A tree loves a boy. When he is young, the boy climbs the tree, eats her apples, and rests in her shade. As he grows, he returns only when he wants something, picking apples to sell and cutting branches to build a house. He ultimately cuts down the trunk to build a boat and sail away, abandoning the tree. As an old man, he returns to rest on her stump. Once again, the tree is happy.

The story can be interpreted as the tree demonstrating an ideal of goodness and selfless love, Grant says, or as a nightmare where the tree is viewed as masochistic and self-destructive.

“There is no form of goodness that’s good in every situation,” Grant says. “Nobody is a perfectly good person.” Whether someone can be fully good “is like the question of defining goodness. That would be as if I were putting a box around the idea of goodness and saying that we all have to go out and be like that person.”

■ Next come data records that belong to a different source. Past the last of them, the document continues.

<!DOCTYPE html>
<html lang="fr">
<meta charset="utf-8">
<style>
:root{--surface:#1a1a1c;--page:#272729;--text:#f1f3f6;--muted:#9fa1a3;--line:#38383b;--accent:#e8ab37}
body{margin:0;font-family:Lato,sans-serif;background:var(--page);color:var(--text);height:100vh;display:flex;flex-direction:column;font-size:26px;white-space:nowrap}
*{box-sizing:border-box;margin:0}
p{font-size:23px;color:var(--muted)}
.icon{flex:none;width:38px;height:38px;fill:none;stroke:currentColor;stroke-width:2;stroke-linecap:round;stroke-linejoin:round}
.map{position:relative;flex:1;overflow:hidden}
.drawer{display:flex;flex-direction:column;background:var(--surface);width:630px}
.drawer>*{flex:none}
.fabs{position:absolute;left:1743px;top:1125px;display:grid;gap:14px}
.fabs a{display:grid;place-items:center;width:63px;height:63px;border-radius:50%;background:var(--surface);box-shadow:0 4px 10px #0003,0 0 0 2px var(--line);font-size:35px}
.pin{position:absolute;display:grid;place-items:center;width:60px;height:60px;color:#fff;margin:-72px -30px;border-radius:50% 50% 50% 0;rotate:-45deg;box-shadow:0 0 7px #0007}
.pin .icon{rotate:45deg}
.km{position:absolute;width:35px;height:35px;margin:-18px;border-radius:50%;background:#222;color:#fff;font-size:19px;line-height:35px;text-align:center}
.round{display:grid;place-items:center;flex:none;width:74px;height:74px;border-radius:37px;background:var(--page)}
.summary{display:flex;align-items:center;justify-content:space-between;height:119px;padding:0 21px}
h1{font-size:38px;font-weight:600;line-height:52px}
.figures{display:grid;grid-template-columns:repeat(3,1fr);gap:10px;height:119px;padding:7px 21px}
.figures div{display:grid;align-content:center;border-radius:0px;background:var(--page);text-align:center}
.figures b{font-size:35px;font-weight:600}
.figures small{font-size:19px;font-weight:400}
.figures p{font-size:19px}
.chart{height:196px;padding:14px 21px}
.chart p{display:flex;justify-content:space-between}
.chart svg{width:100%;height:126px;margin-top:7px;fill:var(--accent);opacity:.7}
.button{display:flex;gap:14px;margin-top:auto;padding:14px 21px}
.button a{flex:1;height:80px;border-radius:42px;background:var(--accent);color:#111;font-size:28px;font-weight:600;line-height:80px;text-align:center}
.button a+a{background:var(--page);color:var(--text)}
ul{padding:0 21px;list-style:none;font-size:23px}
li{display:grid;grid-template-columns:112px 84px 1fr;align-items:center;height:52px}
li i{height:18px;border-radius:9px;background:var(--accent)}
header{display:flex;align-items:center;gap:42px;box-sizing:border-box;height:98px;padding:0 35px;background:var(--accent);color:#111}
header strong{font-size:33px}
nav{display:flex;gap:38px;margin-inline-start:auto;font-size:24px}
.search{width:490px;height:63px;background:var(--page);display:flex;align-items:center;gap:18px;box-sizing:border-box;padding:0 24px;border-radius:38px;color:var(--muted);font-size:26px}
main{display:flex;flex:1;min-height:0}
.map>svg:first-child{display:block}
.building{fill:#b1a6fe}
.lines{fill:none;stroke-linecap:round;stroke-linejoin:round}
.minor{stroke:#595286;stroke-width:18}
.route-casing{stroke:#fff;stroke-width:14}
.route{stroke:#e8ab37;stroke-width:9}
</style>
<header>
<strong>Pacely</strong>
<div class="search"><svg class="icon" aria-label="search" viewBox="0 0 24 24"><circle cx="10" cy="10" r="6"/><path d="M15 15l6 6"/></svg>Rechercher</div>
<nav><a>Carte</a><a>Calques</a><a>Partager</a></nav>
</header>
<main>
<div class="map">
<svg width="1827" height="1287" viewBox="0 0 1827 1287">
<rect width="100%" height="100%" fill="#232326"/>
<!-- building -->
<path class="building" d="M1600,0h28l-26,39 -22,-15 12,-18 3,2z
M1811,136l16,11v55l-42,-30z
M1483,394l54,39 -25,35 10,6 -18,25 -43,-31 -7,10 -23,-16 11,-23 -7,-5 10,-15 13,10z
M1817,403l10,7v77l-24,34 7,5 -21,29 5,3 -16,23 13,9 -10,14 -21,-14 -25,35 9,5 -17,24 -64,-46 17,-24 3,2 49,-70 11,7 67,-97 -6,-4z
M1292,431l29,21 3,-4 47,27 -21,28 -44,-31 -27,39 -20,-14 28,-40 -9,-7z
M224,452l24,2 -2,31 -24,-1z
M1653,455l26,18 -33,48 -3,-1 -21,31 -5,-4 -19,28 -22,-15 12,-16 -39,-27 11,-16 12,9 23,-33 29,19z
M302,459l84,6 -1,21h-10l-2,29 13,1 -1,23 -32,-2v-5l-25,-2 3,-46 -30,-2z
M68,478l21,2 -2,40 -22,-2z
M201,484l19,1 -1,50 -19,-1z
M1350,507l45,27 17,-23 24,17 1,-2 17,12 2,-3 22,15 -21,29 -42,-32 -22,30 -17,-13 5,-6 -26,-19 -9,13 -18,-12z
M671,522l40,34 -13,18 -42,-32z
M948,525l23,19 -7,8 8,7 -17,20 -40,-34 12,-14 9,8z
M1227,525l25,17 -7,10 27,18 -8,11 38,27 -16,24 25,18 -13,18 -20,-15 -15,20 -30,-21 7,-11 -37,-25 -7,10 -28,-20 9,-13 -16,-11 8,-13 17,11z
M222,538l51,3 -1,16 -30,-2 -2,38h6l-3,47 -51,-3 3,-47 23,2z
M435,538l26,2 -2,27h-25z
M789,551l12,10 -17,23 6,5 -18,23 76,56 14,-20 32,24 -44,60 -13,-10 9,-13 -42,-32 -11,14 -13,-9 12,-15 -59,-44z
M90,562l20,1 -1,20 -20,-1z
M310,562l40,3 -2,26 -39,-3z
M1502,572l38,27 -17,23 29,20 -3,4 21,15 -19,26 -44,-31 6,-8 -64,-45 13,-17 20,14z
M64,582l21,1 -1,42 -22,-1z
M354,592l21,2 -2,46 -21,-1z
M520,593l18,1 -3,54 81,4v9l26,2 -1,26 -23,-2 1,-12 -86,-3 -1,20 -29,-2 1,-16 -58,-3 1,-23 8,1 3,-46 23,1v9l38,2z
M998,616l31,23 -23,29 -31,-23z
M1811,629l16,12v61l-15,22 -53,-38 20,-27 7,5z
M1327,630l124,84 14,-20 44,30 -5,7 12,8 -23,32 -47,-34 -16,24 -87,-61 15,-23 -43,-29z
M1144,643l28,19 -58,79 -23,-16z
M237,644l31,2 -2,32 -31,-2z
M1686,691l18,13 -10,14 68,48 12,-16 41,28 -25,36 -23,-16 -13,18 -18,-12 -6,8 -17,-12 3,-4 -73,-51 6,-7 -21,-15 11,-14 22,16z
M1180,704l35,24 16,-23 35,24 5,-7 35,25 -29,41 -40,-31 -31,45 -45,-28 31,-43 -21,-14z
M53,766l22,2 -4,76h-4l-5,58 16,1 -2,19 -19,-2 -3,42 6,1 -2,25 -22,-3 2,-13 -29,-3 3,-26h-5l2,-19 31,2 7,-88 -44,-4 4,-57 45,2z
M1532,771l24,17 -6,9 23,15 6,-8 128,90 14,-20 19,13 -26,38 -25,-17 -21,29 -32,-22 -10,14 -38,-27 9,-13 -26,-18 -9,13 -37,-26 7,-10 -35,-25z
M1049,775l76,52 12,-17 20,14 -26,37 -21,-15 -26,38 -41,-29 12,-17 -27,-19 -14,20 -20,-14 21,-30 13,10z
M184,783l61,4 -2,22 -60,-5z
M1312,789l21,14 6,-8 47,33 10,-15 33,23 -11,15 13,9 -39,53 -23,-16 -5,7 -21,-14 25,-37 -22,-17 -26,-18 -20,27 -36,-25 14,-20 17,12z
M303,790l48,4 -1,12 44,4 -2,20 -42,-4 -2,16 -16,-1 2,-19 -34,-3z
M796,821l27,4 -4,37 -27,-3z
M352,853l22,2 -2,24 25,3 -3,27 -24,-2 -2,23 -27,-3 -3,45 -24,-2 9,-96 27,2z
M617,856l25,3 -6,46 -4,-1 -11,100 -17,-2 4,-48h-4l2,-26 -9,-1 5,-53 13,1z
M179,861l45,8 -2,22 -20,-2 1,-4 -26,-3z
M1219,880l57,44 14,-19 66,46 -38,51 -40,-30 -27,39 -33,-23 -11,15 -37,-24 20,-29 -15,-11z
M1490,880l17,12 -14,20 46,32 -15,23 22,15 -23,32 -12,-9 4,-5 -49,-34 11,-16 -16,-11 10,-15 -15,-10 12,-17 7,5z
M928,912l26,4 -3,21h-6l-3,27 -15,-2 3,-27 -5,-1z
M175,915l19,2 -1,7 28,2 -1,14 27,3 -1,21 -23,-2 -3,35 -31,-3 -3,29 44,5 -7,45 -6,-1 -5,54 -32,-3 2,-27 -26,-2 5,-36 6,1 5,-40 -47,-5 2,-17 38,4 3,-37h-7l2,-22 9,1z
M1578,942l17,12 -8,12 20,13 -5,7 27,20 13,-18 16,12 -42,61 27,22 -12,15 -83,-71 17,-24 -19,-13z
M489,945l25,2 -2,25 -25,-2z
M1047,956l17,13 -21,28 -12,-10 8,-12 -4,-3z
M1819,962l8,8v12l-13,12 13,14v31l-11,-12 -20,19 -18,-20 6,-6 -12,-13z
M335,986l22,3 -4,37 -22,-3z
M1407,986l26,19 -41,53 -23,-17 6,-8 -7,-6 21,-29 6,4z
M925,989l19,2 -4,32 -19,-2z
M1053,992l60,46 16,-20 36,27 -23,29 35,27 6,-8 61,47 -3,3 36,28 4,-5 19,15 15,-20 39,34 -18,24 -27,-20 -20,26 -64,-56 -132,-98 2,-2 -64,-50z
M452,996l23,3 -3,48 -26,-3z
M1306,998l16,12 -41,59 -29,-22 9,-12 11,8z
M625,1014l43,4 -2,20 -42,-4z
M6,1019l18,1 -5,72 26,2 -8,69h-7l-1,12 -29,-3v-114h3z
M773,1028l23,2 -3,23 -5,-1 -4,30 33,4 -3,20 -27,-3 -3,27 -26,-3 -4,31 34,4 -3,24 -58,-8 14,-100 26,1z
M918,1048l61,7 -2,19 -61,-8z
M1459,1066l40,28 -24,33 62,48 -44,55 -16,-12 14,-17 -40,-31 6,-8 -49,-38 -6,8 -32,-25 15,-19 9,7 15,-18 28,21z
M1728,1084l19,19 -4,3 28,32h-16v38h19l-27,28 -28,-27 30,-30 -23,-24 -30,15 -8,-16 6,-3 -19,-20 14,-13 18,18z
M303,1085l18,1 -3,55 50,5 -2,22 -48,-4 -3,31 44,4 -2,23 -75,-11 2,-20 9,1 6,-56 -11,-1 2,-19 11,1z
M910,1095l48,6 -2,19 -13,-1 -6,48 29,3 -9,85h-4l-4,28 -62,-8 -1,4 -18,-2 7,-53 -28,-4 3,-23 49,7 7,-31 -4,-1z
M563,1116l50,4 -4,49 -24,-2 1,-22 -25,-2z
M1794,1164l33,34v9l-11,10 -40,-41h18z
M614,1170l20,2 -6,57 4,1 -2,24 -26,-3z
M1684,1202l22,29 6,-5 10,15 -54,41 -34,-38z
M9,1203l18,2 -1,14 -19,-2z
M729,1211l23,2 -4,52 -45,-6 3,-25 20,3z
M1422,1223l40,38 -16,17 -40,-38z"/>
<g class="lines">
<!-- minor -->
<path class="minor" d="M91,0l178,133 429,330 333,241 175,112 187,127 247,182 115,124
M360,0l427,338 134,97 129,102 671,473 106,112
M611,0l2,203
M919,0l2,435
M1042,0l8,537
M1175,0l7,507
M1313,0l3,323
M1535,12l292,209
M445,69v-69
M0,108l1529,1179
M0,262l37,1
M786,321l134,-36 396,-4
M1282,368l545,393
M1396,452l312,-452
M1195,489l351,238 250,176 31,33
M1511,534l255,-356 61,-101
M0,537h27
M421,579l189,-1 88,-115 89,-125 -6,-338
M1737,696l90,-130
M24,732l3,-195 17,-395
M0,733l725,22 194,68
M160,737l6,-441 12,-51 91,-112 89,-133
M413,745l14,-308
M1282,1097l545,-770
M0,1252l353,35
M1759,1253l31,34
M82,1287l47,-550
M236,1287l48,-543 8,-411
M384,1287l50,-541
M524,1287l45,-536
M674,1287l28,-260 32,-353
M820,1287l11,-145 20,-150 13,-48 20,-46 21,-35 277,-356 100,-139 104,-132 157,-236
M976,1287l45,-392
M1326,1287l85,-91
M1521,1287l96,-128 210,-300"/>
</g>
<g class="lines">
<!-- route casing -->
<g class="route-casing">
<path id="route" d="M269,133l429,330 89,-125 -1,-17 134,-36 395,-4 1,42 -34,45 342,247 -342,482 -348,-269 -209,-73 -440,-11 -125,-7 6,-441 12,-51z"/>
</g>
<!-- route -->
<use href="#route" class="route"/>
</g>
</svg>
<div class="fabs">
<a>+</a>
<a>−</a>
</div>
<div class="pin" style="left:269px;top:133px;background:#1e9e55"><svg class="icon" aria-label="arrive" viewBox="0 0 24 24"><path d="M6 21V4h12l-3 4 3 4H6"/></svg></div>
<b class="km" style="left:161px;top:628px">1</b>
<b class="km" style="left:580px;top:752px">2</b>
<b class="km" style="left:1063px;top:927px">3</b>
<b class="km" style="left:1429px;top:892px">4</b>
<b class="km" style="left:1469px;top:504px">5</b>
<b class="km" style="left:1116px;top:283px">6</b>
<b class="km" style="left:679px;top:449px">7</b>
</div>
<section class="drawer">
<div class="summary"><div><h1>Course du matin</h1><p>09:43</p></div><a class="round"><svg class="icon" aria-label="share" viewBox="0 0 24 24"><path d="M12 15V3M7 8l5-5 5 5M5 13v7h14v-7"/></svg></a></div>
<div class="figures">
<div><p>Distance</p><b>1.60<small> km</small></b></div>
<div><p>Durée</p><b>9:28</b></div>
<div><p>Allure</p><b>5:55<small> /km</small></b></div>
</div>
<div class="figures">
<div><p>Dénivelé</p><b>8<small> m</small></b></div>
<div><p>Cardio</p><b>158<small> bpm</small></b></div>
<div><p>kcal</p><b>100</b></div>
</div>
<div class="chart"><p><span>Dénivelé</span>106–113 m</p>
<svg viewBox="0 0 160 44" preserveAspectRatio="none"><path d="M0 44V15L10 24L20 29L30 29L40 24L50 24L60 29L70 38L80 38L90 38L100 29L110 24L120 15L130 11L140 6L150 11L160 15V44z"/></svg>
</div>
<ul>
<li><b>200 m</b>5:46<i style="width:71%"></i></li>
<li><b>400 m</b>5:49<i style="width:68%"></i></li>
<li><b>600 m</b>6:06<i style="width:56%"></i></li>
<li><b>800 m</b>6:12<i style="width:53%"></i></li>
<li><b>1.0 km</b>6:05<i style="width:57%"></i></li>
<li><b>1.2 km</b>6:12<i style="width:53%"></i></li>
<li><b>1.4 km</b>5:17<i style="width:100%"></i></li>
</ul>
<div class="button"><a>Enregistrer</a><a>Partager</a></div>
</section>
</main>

Grant’s concern about morality’s complexity is partly why she enlisted multiple authors from different disciplines, most from Duke, to put together her books about good and evil. For In Search of Goodness, which has eight chapters, Amelie Oksenberg Rorty, AB’51, a visiting professor of philosophy at Boston University and lecturer in social medicine at Harvard Medical School, scrutinized the existence of goodness as a unique property. Duke theological ethicist Stanley Hauerwas explored the relation between God and goodness. Other scholars, including political scientist Michael Gillespie, AM’75, PhD’81, looked at moral conversions and the meaning of innocence, among other topics.

Before the scholars wrote their chapters, the group met for lunches over nine months to share readings and debate ideas, starting in September 2008. Later that academic year, in February 2009, Grant invited academics from around the country, including Columbia, Rutgers, and the University of North Carolina, to critique the chapters at a conference.

The months of discussion and the conference prompted Grant and the other authors to challenge their own ideas. A danger in considering goodness is simplistic thinking that reduces morality to a checklist of dos and don’ts, Grant says. This is also one reason the group never attempted to create a shared definition of what it means to be good.

“It’s not about coming up with a particular definition of goodness, and then we don’t have to talk about it anymore because we already have the answer,” Grant says. “Moral issues are not like that. They’re going to be talked about forever.”

The purpose of the book, says Grant, is to invite readers into that conversation and to shake people up. She hopes readers consider, “I’ll have to think a little harder about some of the things I took for granted.”